> **INFORMATION SHOWN**
────────────────
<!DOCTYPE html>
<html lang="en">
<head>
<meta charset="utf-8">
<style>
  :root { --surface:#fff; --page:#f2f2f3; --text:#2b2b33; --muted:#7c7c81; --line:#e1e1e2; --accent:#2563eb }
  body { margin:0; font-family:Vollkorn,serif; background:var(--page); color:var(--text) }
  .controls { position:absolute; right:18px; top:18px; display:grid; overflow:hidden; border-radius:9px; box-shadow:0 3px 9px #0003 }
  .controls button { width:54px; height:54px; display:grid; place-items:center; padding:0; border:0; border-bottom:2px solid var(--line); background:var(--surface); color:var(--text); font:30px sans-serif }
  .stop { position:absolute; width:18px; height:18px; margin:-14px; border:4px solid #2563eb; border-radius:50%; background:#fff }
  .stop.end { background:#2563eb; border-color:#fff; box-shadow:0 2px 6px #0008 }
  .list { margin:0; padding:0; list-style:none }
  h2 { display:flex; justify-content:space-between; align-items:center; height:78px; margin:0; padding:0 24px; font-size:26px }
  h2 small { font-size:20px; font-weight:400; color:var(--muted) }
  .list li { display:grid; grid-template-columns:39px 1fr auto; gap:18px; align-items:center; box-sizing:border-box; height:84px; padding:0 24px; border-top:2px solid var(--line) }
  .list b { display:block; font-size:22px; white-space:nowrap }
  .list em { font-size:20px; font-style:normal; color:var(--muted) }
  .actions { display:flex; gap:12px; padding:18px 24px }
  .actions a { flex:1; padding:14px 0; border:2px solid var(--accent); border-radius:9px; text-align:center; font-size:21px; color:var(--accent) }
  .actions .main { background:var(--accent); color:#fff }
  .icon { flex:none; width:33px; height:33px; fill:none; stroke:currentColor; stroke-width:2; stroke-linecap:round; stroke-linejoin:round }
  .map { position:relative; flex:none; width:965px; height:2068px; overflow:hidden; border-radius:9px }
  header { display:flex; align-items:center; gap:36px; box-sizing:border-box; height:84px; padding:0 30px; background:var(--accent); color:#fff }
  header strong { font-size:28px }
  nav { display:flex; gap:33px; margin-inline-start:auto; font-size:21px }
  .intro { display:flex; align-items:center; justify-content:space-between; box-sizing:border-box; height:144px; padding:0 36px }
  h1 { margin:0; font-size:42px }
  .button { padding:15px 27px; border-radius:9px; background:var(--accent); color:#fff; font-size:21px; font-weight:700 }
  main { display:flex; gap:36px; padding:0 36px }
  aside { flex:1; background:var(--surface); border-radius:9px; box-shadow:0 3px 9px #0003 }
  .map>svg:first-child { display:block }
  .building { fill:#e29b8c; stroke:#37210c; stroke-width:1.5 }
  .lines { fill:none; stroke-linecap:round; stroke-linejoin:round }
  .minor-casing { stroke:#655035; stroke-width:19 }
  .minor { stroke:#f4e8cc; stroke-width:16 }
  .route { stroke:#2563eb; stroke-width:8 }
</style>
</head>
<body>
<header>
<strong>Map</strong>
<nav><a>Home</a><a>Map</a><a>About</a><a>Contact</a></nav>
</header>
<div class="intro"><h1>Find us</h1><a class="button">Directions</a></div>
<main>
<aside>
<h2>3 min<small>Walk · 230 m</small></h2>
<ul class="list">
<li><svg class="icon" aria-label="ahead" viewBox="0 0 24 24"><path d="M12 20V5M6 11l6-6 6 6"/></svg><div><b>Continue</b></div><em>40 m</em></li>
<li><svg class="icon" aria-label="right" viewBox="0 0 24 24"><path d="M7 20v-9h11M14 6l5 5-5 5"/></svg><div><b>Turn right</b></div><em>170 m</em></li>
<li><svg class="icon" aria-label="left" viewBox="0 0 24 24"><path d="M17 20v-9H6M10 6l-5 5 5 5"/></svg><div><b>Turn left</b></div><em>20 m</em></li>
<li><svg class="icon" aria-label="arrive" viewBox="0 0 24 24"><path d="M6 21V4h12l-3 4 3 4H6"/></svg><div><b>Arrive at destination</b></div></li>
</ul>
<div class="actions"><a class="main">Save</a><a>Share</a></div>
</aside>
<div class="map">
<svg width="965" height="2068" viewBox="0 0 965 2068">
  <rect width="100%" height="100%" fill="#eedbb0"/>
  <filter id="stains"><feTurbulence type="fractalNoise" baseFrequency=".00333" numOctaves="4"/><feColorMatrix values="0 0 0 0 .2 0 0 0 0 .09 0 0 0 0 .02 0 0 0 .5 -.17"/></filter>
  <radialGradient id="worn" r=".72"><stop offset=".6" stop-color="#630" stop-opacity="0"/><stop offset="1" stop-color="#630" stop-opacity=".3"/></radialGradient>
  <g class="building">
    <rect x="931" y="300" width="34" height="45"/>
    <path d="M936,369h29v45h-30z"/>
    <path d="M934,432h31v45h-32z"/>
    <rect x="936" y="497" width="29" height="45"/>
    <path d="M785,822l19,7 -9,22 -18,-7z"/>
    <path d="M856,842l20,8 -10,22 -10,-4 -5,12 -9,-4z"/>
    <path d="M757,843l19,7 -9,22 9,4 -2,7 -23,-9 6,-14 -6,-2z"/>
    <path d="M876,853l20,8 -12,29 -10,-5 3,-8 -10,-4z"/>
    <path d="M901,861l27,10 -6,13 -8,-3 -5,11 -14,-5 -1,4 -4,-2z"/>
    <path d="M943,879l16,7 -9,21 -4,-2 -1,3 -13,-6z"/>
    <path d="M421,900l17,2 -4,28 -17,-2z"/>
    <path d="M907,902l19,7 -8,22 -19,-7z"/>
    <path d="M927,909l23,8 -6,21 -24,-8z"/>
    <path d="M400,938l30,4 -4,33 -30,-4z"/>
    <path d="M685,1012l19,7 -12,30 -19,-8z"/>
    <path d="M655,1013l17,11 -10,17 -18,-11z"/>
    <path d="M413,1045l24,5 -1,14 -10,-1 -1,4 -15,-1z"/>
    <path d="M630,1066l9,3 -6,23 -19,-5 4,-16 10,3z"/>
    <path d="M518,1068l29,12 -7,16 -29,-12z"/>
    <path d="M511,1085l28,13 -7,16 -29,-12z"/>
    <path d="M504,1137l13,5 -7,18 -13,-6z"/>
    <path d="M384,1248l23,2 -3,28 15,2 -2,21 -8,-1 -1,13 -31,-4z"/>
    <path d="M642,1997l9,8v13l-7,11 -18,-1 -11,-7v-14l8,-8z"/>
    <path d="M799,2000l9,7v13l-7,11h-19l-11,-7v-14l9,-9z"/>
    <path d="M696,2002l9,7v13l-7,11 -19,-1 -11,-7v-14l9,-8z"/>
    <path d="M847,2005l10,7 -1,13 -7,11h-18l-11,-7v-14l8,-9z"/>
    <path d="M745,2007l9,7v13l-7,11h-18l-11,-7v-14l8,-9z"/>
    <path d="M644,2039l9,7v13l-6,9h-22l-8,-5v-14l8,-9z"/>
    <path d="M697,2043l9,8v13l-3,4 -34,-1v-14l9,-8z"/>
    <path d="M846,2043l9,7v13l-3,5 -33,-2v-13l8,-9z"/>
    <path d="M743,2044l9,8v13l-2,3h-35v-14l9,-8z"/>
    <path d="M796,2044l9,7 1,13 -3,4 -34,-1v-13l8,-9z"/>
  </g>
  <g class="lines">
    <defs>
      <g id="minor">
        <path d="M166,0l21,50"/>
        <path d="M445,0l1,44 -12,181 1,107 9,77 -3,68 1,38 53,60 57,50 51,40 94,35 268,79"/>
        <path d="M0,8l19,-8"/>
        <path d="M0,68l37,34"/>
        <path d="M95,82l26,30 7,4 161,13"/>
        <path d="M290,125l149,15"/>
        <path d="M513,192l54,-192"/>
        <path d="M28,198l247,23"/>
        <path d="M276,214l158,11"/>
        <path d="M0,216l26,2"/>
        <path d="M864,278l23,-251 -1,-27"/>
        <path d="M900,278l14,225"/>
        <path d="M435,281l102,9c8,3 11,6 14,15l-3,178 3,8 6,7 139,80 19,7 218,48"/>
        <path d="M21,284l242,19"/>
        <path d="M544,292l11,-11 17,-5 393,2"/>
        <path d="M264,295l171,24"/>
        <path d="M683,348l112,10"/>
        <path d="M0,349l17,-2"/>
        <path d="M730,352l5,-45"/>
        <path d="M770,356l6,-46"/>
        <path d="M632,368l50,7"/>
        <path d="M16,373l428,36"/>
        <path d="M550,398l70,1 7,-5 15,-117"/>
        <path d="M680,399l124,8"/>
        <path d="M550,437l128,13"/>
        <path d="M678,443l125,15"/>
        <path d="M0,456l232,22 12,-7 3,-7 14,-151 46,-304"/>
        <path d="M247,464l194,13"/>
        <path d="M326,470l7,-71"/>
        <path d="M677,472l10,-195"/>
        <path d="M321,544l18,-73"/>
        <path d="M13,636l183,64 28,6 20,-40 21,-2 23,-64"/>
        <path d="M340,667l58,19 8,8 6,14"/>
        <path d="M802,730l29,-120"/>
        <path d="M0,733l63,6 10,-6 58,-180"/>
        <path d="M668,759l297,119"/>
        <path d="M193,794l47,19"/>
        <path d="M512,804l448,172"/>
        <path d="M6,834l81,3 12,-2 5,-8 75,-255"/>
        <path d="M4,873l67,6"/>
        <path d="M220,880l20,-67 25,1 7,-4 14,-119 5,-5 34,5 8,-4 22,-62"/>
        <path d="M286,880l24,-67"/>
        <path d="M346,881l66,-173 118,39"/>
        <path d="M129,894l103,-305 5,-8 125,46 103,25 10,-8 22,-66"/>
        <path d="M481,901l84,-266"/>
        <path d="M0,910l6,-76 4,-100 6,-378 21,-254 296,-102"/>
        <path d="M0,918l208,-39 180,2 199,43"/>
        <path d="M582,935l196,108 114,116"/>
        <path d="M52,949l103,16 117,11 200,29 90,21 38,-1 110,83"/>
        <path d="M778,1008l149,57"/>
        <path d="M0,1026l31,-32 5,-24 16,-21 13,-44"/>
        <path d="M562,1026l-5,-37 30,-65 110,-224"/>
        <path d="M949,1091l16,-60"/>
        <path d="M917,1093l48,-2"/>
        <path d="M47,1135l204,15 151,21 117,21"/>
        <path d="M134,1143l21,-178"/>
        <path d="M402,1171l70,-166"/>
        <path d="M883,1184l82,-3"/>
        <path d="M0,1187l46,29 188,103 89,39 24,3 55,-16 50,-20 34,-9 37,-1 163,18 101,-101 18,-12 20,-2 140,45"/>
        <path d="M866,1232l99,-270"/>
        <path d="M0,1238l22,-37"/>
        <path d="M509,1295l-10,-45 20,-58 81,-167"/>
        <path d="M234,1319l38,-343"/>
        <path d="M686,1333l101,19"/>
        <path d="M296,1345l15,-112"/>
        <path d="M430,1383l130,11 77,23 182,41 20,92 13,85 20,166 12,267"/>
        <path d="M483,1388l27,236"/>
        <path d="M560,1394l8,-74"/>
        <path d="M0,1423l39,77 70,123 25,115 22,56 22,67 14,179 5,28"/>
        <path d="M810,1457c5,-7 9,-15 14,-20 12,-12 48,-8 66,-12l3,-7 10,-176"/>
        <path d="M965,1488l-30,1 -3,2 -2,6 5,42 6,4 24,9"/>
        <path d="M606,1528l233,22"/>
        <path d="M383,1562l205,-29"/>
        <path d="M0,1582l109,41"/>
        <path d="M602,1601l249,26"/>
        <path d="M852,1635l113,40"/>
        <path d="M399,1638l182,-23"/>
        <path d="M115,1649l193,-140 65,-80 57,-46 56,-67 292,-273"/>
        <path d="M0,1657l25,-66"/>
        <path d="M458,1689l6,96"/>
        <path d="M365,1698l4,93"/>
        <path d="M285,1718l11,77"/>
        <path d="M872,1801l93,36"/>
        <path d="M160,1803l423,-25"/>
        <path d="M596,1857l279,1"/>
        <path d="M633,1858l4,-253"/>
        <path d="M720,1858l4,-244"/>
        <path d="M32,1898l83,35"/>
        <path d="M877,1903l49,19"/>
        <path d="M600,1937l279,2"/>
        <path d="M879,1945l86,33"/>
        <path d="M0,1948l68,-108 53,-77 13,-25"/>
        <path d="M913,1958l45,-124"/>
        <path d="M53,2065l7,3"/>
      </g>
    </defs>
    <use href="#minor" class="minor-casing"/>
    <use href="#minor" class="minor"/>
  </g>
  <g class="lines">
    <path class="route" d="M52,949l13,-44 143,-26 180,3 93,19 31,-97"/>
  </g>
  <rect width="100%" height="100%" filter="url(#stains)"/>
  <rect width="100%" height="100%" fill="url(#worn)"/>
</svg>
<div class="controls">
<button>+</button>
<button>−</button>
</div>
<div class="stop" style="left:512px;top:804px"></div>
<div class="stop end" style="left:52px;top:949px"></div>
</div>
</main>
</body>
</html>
────────────────
> **THE TASK**
Up to and including the line with "display:flex; align-items:center; gap:36px;", repeat the data exactly, starting from its first line; nothing else belongs in the response.

> **RESPONSE AREA**
<!DOCTYPE html>
<html lang="en">
<head>
<meta charset="utf-8">
<style>
  :root { --surface:#fff; --page:#f2f2f3; --text:#2b2b33; --muted:#7c7c81; --line:#e1e1e2; --accent:#2563eb }
  body { margin:0; font-family:Vollkorn,serif; background:var(--page); color:var(--text) }
  .controls { position:absolute; right:18px; top:18px; display:grid; overflow:hidden; border-radius:9px; box-shadow:0 3px 9px #0003 }
  .controls button { width:54px; height:54px; display:grid; place-items:center; padding:0; border:0; border-bottom:2px solid var(--line); background:var(--surface); color:var(--text); font:30px sans-serif }
  .stop { position:absolute; width:18px; height:18px; margin:-14px; border:4px solid #2563eb; border-radius:50%; background:#fff }
  .stop.end { background:#2563eb; border-color:#fff; box-shadow:0 2px 6px #0008 }
  .list { margin:0; padding:0; list-style:none }
  h2 { display:flex; justify-content:space-between; align-items:center; height:78px; margin:0; padding:0 24px; font-size:26px }
  h2 small { font-size:20px; font-weight:400; color:var(--muted) }
  .list li { display:grid; grid-template-columns:39px 1fr auto; gap:18px; align-items:center; box-sizing:border-box; height:84px; padding:0 24px; border-top:2px solid var(--line) }
  .list b { display:block; font-size:22px; white-space:nowrap }
  .list em { font-size:20px; font-style:normal; color:var(--muted) }
  .actions { display:flex; gap:12px; padding:18px 24px }
  .actions a { flex:1; padding:14px 0; border:2px solid var(--accent); border-radius:9px; text-align:center; font-size:21px; color:var(--accent) }
  .actions .main { background:var(--accent); color:#fff }
  .icon { flex:none; width:33px; height:33px; fill:none; stroke:currentColor; stroke-width:2; stroke-linecap:round; stroke-linejoin:round }
  .map { position:relative; flex:none; width:965px; height:2068px; overflow:hidden; border-radius:9px }
  header { display:flex; align-items:center; gap:36px; box-sizing:border-box; height:84px; padding:0 30px; background:var(--accent); color:#fff }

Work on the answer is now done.